The Central Bank of the Republic of Türkiye (CBRT) on Tuesday launched foreign exchange (FX)-for-Turkish lira swap transactions, opening three seperate auctions combining $10 billion as part of efforts to ease pressure on the lira amid the Iran conflict.
The auctions include one $5 billion one-week auction dated March 31 and two $2.5 billion auctions dated April 1, marking the central bank’s first dollar-for-lira swap operations since July 2024.
The move comes as rising geopolitical tensions in the Middle East increase global market volatility and push energy prices higher, adding pressure on Türkiye’s inflation and driving capital outflows. Rising oil prices have also strengthened the U.S. dollar globally, further weighing on the Turkish lira.
To shield the currency from shocks, the central bank has provided U.S. dollar liquidity from its reserves, while also drawing on gold holdings—worth $135 billion before the war—through dollar-for-gold swap transactions and partial sales.
The measures were effective in keeping the U.S. dollar–Turkish lira exchange rate steady, as it rose only 1.3% in March.
During the first three weeks of the conflict, the bank offloaded a net $35 billion from its reserves, bringing swap-excluded reserves down to $43 billion.
Governor Fatih Karahan told Anadolu Agency the central bank is using FX swaps and gold-based transactions to limit the conflict’s economic impact, adding that renewed swap demand signals no FX liquidity shortage and a functioning exchange rate regime.

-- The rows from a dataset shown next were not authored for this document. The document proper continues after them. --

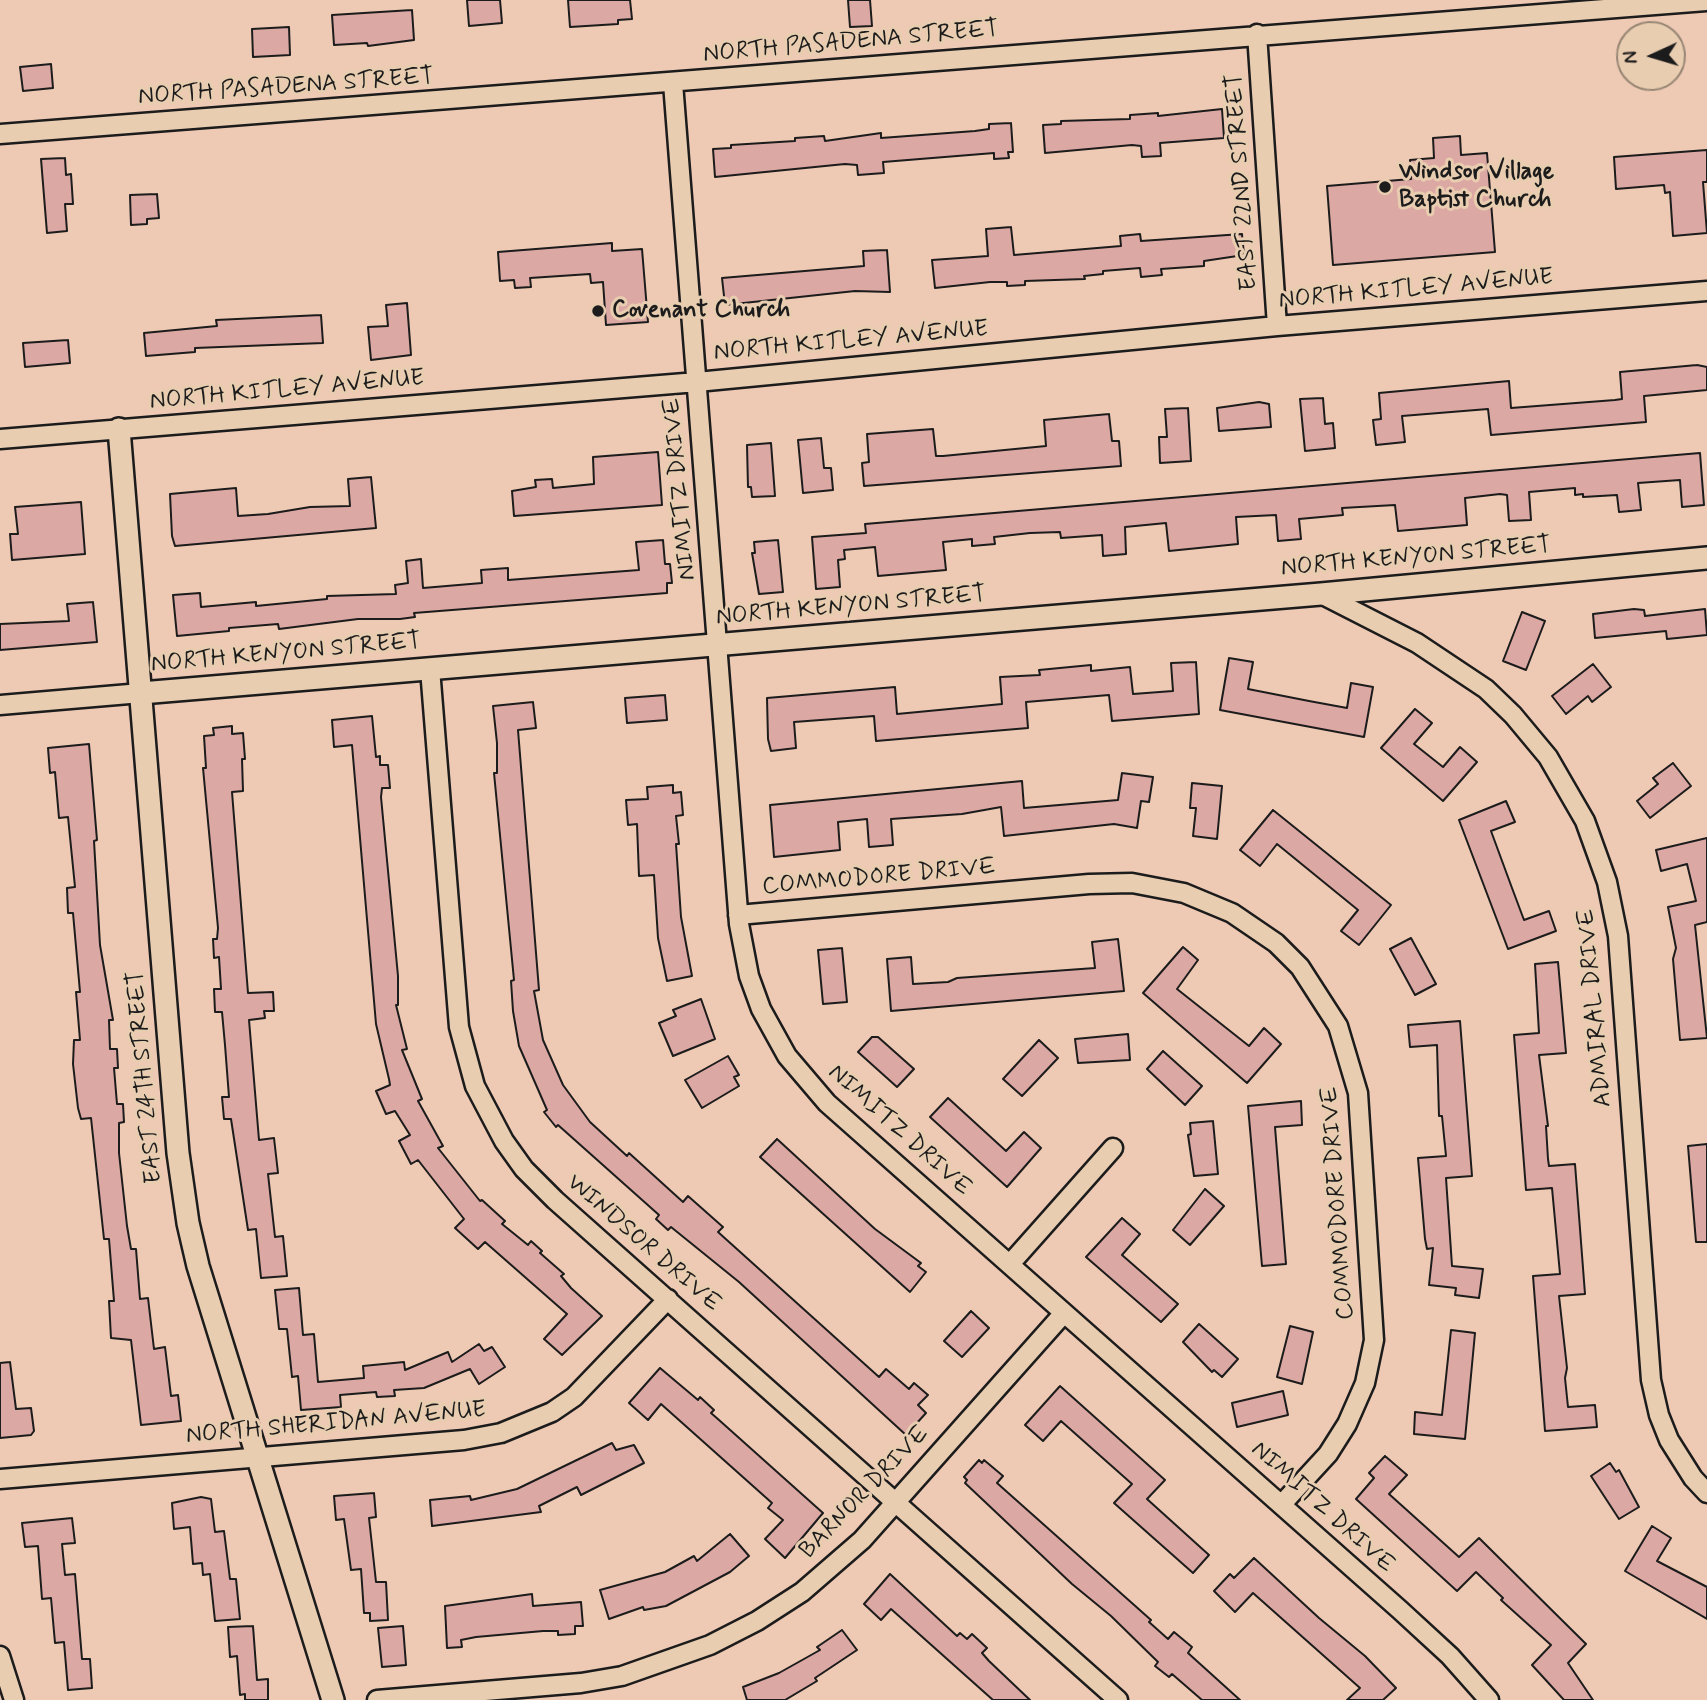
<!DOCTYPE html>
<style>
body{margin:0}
#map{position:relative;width:1707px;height:1700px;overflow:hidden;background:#eec9b3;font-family:Mynerve,sans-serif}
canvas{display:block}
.north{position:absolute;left:1616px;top:21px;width:70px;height:70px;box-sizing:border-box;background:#e9cdb0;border:2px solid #978675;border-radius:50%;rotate:266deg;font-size:19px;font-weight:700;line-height:28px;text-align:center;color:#1c1c1c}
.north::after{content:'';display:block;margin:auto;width:24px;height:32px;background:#1c1c1c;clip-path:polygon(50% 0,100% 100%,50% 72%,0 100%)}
</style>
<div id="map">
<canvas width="1707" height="1700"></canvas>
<div class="north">N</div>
</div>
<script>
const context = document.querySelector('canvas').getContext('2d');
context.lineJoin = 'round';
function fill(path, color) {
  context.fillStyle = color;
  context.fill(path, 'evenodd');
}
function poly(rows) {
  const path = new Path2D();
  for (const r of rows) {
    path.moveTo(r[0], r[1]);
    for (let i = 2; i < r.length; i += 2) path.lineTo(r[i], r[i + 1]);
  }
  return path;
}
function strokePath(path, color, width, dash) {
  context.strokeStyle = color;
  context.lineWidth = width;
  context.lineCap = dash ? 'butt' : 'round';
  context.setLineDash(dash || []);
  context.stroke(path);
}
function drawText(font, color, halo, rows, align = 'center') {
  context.font = font + ' Mynerve,sans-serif';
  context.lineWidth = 6;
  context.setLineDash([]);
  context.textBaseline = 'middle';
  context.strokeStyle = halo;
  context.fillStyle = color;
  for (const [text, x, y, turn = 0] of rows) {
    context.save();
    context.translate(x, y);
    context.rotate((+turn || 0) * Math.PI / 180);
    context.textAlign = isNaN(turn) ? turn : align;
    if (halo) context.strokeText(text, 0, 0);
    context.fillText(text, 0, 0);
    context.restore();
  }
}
const building = poly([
 [467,0,500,0,502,23,469,26,467,0],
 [568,0,630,0,632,19,618,20,618,24,570,27,568,0],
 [848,0,870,0,872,26,850,27,848,0],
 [412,10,414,40,368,46,367,43,334,45,332,15,412,10],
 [289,27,290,55,253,57,252,29,289,27],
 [51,64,53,88,23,91,20,67,51,64],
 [1222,109,1224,138,1160,143,1161,156,1142,157,1141,146,1132,145,1045,153,1043,125,1061,124,1061,121,1130,119,1130,115,1158,113,1158,116,1222,109],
 [1011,123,1013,152,1008,152,1009,158,994,159,994,153,883,162,884,173,858,175,857,165,845,164,715,177,713,149,731,148,731,145,795,141,795,138,824,136,825,141,881,133,881,138,975,131,989,129,989,124,1011,123],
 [1460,136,1461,155,1487,153,1495,252,1333,265,1327,186,1411,179,1410,160,1434,158,1433,138,1460,136],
 [1707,150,1707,182,1703,182,1707,233,1673,236,1670,192,1665,193,1664,185,1616,189,1614,157,1707,150],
 [65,158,66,175,71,174,73,204,65,204,67,231,47,233,41,159,65,158],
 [157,194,159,218,147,219,147,224,131,225,130,195,157,194],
 [1011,227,1014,255,1121,246,1120,236,1140,234,1141,241,1242,234,1244,255,1204,261,1204,266,1161,269,1162,275,1141,277,1140,268,1103,271,1103,274,1084,276,1085,279,1025,281,1025,285,1007,286,1007,282,990,282,935,288,932,260,988,256,986,229,1011,227],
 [612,243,612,251,642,249,648,322,606,325,603,282,591,283,590,274,530,278,531,287,515,288,514,280,500,281,498,252,612,243],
 [887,250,890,292,855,291,725,305,722,278,864,266,863,251,887,250],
 [407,303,411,355,371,360,368,327,388,326,386,305,407,303],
 [321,315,323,343,195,348,195,352,146,356,144,333,217,326,216,320,321,315],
 [68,340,70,363,25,367,23,343,68,340],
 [1697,365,1707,367,1707,390,1644,396,1646,422,1491,435,1488,409,1402,416,1405,442,1376,445,1373,420,1381,419,1379,393,1509,381,1511,408,1615,400,1622,399,1620,372,1697,365],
 [1323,398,1325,424,1333,423,1335,448,1305,451,1300,399,1323,398],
 [1259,402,1269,404,1271,427,1219,431,1217,408,1259,402],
 [1188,408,1191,461,1160,463,1159,437,1167,437,1165,409,1188,408],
 [1109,414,1112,441,1119,441,1121,466,864,486,862,463,869,462,867,434,933,429,936,456,943,456,1046,446,1044,420,1109,414],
 [821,438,824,468,831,468,833,490,803,493,798,440,821,438],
 [771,443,775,496,752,497,751,487,748,487,747,445,771,443],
 [658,452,662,505,514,516,512,491,536,487,535,480,552,479,553,488,594,484,593,457,658,452],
 [1700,453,1704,505,1682,507,1680,480,1638,483,1641,510,1619,512,1617,495,1583,497,1583,494,1575,495,1575,488,1529,492,1531,520,1509,521,1507,495,1500,494,1465,498,1467,525,1398,531,1395,505,1342,508,1343,515,1299,519,1301,539,1278,541,1276,515,1236,517,1238,544,1169,551,1166,523,1125,527,1126,554,1103,556,1102,535,1061,538,1060,532,1030,533,994,537,995,544,972,546,972,539,943,542,946,570,878,576,875,547,844,550,845,559,838,560,840,587,816,589,812,537,866,533,865,524,1700,453],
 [371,477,376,528,175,546,172,536,170,494,236,488,238,516,268,514,310,507,350,506,348,479,371,477],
 [81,502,85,554,12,560,10,534,18,534,15,507,81,502],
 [663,540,665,564,670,564,672,583,667,583,667,593,414,613,415,617,400,619,358,619,279,629,278,624,229,628,229,631,177,636,173,595,200,593,201,607,256,602,256,606,327,599,327,596,396,594,395,585,408,583,406,561,421,559,423,588,482,583,481,570,508,568,508,580,639,570,636,542,663,540],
 [778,540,783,592,759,594,752,553,755,553,754,542,778,540],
 [93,602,97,642,0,650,0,624,69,621,67,604,93,602],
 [1634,609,1644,610,1645,616,1705,609,1707,635,1667,639,1666,631,1595,638,1593,614,1634,609],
 [1522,612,1545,621,1526,670,1503,661,1522,612],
 [1229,658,1253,662,1248,689,1309,701,1347,708,1351,683,1373,687,1364,737,1220,710,1229,658],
 [1196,662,1199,714,1112,721,1109,695,1026,702,1028,728,876,741,874,716,794,722,796,748,771,751,768,739,767,698,895,687,897,714,1002,704,1000,677,1040,675,1039,670,1091,665,1091,671,1130,667,1133,694,1173,691,1171,663,1196,662],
 [1593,664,1611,687,1592,702,1588,696,1566,714,1552,696,1593,664],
 [665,695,667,720,627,723,625,698,665,695],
 [533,702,536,728,518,730,539,990,534,991,543,1040,563,1085,590,1122,627,1156,629,1153,683,1202,688,1196,723,1227,718,1232,879,1377,886,1369,909,1389,914,1383,928,1395,918,1405,926,1413,906,1435,739,1282,671,1227,668,1230,656,1219,659,1215,558,1125,556,1127,544,1112,547,1110,519,1046,513,1011,511,981,514,980,494,773,497,773,497,743,493,706,533,702],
 [1415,709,1432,723,1414,744,1443,767,1460,747,1477,762,1443,801,1381,748,1415,709],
 [372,716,376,757,380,756,380,765,388,765,390,788,382,788,381,797,398,976,398,1005,396,1005,407,1049,402,1050,422,1099,418,1101,443,1146,438,1148,480,1201,482,1200,505,1221,502,1224,528,1245,531,1241,542,1251,540,1253,564,1274,561,1276,571,1288,602,1316,562,1355,544,1339,567,1314,485,1242,478,1249,455,1228,464,1219,418,1160,411,1164,399,1141,410,1135,395,1111,386,1114,376,1091,390,1085,389,1079,376,1024,352,745,334,747,332,720,372,716],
 [232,726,232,734,243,733,245,759,242,759,243,791,232,792,248,993,273,992,274,1011,264,1011,265,1018,249,1020,259,1140,274,1138,278,1173,268,1174,275,1237,283,1236,287,1276,261,1278,256,1229,248,1230,231,1119,224,1119,222,1097,229,1097,225,1045,222,1012,215,1012,214,989,221,989,219,957,214,958,213,939,217,939,218,928,203,768,206,768,204,736,214,735,213,728,232,726],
 [89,744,97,840,94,841,100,945,113,1020,109,1020,110,1049,117,1049,118,1068,114,1068,117,1104,123,1104,124,1122,119,1123,119,1153,127,1226,131,1249,136,1249,140,1299,148,1298,154,1349,165,1347,171,1396,178,1395,181,1421,141,1425,131,1340,111,1338,109,1301,114,1301,109,1239,104,1239,91,1118,81,1119,78,1108,73,1064,74,1040,80,1040,76,992,80,992,73,913,68,913,67,888,75,887,68,817,59,818,55,772,50,773,48,748,89,744],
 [1673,763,1691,786,1650,818,1637,801,1658,784,1653,778,1673,763],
 [1122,773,1153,777,1149,802,1141,801,1137,828,1114,824,1004,836,1001,807,962,814,891,819,893,845,869,847,867,819,838,822,840,850,774,857,770,805,1022,781,1024,808,1118,800,1122,773],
 [1192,783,1222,786,1217,839,1193,836,1196,808,1190,808,1192,783],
 [673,785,673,793,681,792,683,815,676,816,679,844,676,844,681,917,692,976,667,981,658,938,654,875,639,876,637,824,628,825,626,800,648,799,647,787,673,785],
 [1506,801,1515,822,1491,831,1512,888,1524,920,1549,911,1556,931,1508,949,1459,820,1506,801],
 [1273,810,1391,905,1359,945,1341,931,1358,910,1277,844,1260,866,1240,850,1273,810],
 [1707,838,1707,922,1695,925,1707,1038,1680,1040,1673,959,1676,948,1668,907,1696,901,1687,864,1661,871,1656,850,1707,838],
 [1411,938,1436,984,1415,995,1390,949,1411,938],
 [1118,939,1124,991,891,1011,887,959,911,957,913,984,948,982,957,978,1095,968,1092,942,1118,939],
 [1183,947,1198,960,1177,989,1249,1046,1264,1028,1281,1044,1247,1083,1143,993,1183,947],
 [842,948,847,1002,823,1004,818,950,842,948],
 [1558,962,1566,1053,1539,1055,1548,1126,1546,1126,1548,1159,1549,1166,1575,1164,1585,1294,1559,1296,1567,1368,1565,1378,1568,1407,1595,1405,1597,1427,1545,1431,1533,1276,1560,1274,1552,1188,1526,1190,1514,1035,1539,1033,1535,964,1558,962],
 [701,999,715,1039,673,1056,659,1023,676,1016,673,1010,701,999],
 [1460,1021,1472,1176,1446,1178,1452,1266,1483,1269,1479,1298,1455,1295,1456,1288,1429,1285,1433,1248,1427,1249,1425,1239,1418,1158,1446,1156,1442,1116,1439,1116,1437,1045,1410,1047,1408,1025,1460,1021],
 [1128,1034,1130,1060,1078,1063,1075,1039,1128,1034],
 [872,1037,878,1037,914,1069,897,1087,858,1052,872,1037],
 [1039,1040,1058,1058,1022,1096,1003,1079,1039,1040],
 [1163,1051,1202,1086,1185,1105,1147,1069,1163,1051],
 [728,1056,739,1075,734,1077,739,1086,702,1108,685,1080,728,1056],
 [948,1098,1006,1151,1024,1132,1041,1148,1007,1187,930,1117,948,1098],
 [1301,1101,1302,1125,1275,1127,1286,1264,1262,1266,1248,1106,1301,1101],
 [1213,1121,1218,1174,1194,1176,1188,1135,1191,1134,1190,1123,1213,1121],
 [777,1139,875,1229,921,1263,918,1266,926,1272,910,1292,760,1157,777,1139],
 [1707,1144,1707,1242,1696,1242,1688,1146,1707,1144],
 [1205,1189,1224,1206,1190,1245,1173,1230,1205,1189],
 [1122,1218,1140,1234,1122,1255,1178,1304,1161,1322,1086,1257,1122,1218],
 [299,1288,303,1335,314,1334,318,1382,364,1378,363,1366,404,1362,405,1370,448,1352,452,1362,479,1344,484,1351,492,1347,505,1367,479,1384,470,1369,424,1388,394,1390,395,1396,377,1397,376,1392,340,1395,341,1407,301,1410,298,1376,292,1377,287,1329,279,1329,275,1290,299,1288],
 [971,1311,989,1328,962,1357,944,1341,971,1311],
 [1199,1324,1238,1359,1222,1377,1214,1370,1212,1372,1183,1342,1199,1324],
 [1290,1326,1313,1332,1302,1384,1277,1377,1290,1326],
 [1451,1330,1475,1333,1465,1439,1414,1434,1415,1412,1442,1415,1451,1330],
 [10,1362,16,1409,31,1408,34,1431,31,1435,0,1438,0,1363,10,1362],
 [660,1368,698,1400,700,1397,714,1410,711,1413,719,1420,823,1513,785,1558,765,1539,783,1520,768,1508,772,1503,661,1404,648,1420,629,1403,660,1368],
 [1060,1386,1165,1480,1147,1499,1209,1555,1193,1573,1114,1503,1132,1484,1061,1421,1043,1441,1025,1425,1060,1386],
 [1283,1391,1288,1415,1237,1427,1232,1403,1283,1391],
 [612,1443,616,1450,634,1445,644,1463,581,1495,577,1487,539,1506,541,1512,432,1526,430,1500,470,1496,471,1500,517,1489,612,1443],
 [1385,1456,1407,1475,1389,1494,1459,1557,1479,1538,1586,1644,1568,1663,1593,1700,1564,1700,1532,1665,1551,1645,1501,1600,1503,1598,1476,1572,1457,1591,1356,1499,1374,1478,1369,1473,1385,1456],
 [979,1460,982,1463,984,1460,1003,1476,997,1483,1151,1620,1149,1622,1168,1639,1174,1632,1192,1647,1188,1653,1240,1700,1202,1700,1172,1674,1169,1677,1155,1666,1158,1662,1111,1616,1072,1584,965,1483,967,1480,964,1477,979,1460],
 [1610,1463,1616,1472,1619,1470,1639,1507,1619,1519,1591,1476,1610,1463],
 [374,1493,376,1517,369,1518,376,1582,386,1582,388,1620,370,1621,370,1613,364,1613,361,1569,351,1570,344,1519,336,1520,334,1496,374,1493],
 [201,1497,211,1499,215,1532,224,1531,230,1579,236,1579,240,1619,215,1621,210,1574,203,1575,202,1563,193,1564,190,1527,174,1529,172,1503,201,1497],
 [72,1518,75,1543,62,1544,65,1575,75,1574,82,1659,90,1659,92,1688,68,1690,64,1642,55,1643,51,1598,42,1599,38,1546,25,1547,22,1523,72,1518],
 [1652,1526,1671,1538,1657,1561,1707,1587,1707,1619,1625,1571,1652,1526],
 [730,1534,749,1556,730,1572,666,1606,644,1610,643,1607,609,1619,600,1590,665,1572,694,1556,697,1561,730,1534],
 [1254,1558,1319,1618,1365,1656,1396,1688,1383,1700,1347,1700,1360,1688,1253,1593,1235,1612,1214,1591,1230,1574,1234,1578,1254,1558],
 [890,1574,957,1636,960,1633,967,1639,972,1634,987,1648,982,1653,989,1661,1030,1700,993,1700,891,1609,881,1620,864,1604,890,1574],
 [532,1594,533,1606,581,1602,583,1626,575,1626,575,1634,558,1635,558,1631,543,1631,476,1637,461,1640,462,1647,447,1648,445,1606,532,1594],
 [253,1626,257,1680,268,1679,268,1700,245,1700,245,1694,240,1695,237,1656,230,1657,228,1627,253,1626],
 [403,1626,406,1665,382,1667,378,1628,403,1626],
 [842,1630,857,1650,815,1678,817,1681,785,1700,747,1700,743,1687,779,1673,820,1650,817,1647,842,1630]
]);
fill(building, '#dca8a3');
strokePath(building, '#1c1c1c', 2);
const minor = poly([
 [1257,34,1277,326],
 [673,83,739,924,749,976,761,1009,787,1056,827,1103,1400,1610,1450,1656,1489,1700],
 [0,134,1707,1],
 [0,439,697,382,1277,326,1707,291],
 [1321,594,1417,643,1486,689,1513,715,1548,757,1585,821,1607,882,1618,936,1651,1380,1659,1415,1669,1440,1693,1478,1707,1493],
 [430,669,459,1027,475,1086,504,1141,524,1169,555,1200,1118,1700],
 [0,705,141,693],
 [738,915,1089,884,1132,883,1184,893,1232,913,1276,943,1300,967,1338,1026,1358,1093,1374,1340,1365,1383,1347,1424,1328,1454,1282,1504],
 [1010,1264,1113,1148],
 [0,1479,464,1440,501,1433,552,1412,574,1397,668,1299],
 [0,1656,14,1700],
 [377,1700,581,1683,622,1676,710,1645,757,1621,802,1592,862,1540,1064,1313]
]);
const tertiary = poly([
 [119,429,178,1153,188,1223,198,1266,333,1700],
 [141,693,1321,594,1707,558]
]);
strokePath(minor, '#1c1c1c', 23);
strokePath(tertiary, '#1c1c1c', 26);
strokePath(minor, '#e9cdb0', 18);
strokePath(tertiary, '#e9cdb0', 21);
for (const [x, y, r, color] of [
 [1385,187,7,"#1c1c1c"],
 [598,311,7,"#1c1c1c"]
]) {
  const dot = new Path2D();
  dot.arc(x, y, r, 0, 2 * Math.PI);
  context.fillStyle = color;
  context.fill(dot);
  strokePath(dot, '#e9cdb0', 2.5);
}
drawText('24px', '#1c1c1c', '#e9cdb0', [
 ["NORTH PASADENA STREET",851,43,-5],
 ["NORTH PASADENA STREET",286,88,-4],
 ["EAST 22ND STREET",1243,182,-94],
 ["NORTH KITLEY AVENUE",1416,290,-5],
 ["NORTH KITLEY AVENUE",851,342,-5],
 ["NORTH KITLEY AVENUE",287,391,-5],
 ["NIMITZ DRIVE",681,489,-95],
 ["NORTH KENYON STREET",1416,558,-5],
 ["NORTH KENYON STREET",851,607,-5],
 ["NORTH KENYON STREET",286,654,-5],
 ["COMMODORE DRIVE",879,878,-5],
 ["ADMIRAL DRIVE",1596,1008,-95],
 ["EAST 24TH STREET",146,1077,-95],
 ["NIMITZ DRIVE",899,1131,42],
 ["COMMODORE DRIVE",1339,1203,-94],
 ["WINDSOR DRIVE",643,1244,41],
 ["NORTH SHERIDAN AVENUE",336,1424,-5],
 ["BARNOR DRIVE",865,1493,-46],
 ["NIMITZ DRIVE",1322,1508,42]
]);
drawText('bold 24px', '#1c1c1c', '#e9cdb0', [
 ["Windsor Village",1399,173],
 ["Baptist Church",1399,201],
 ["Covenant Church",612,311]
], 'left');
</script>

He said gold now accounts for over 60% of total reserves as of March 2026, making it a key liquidity tool, and stressed such operations should be assessed in terms of financial stability, not profit.
Karahan warned that rising energy prices are driving cost-based inflation, with a permanent 10% increase in oil prices expected to add about 1.1 percentage points within a year, though government measures have helped limit the impact.
Türkiye’s inflation rose 31.5% in February after consecutive months of decline, largely driven by a seasonal supply shock that pushed up food prices in January and February. The war’s impact on inflation will become clearer on Friday, April 3, with the release of monthly data by the Turkish Statistical Institute (TurkStat).
He added that the same increase could reduce growth by 0.4 to 0.7 percentage points, while any deterioration in the current account is expected to remain manageable despite higher energy costs and weaker external demand.
CBRT Deputy Governor Osman Cevdet Akcay said the bank’s recent actions have been "proactive and appropriate," adding that authorities are evaluating measures on a daily basis and are prepared to take additional steps if needed.
He emphasized that policy decisions should be viewed as part of a broader package rather than isolated actions, noting that global uncertainty and regional developments could pose risks that affect economic fundamentals.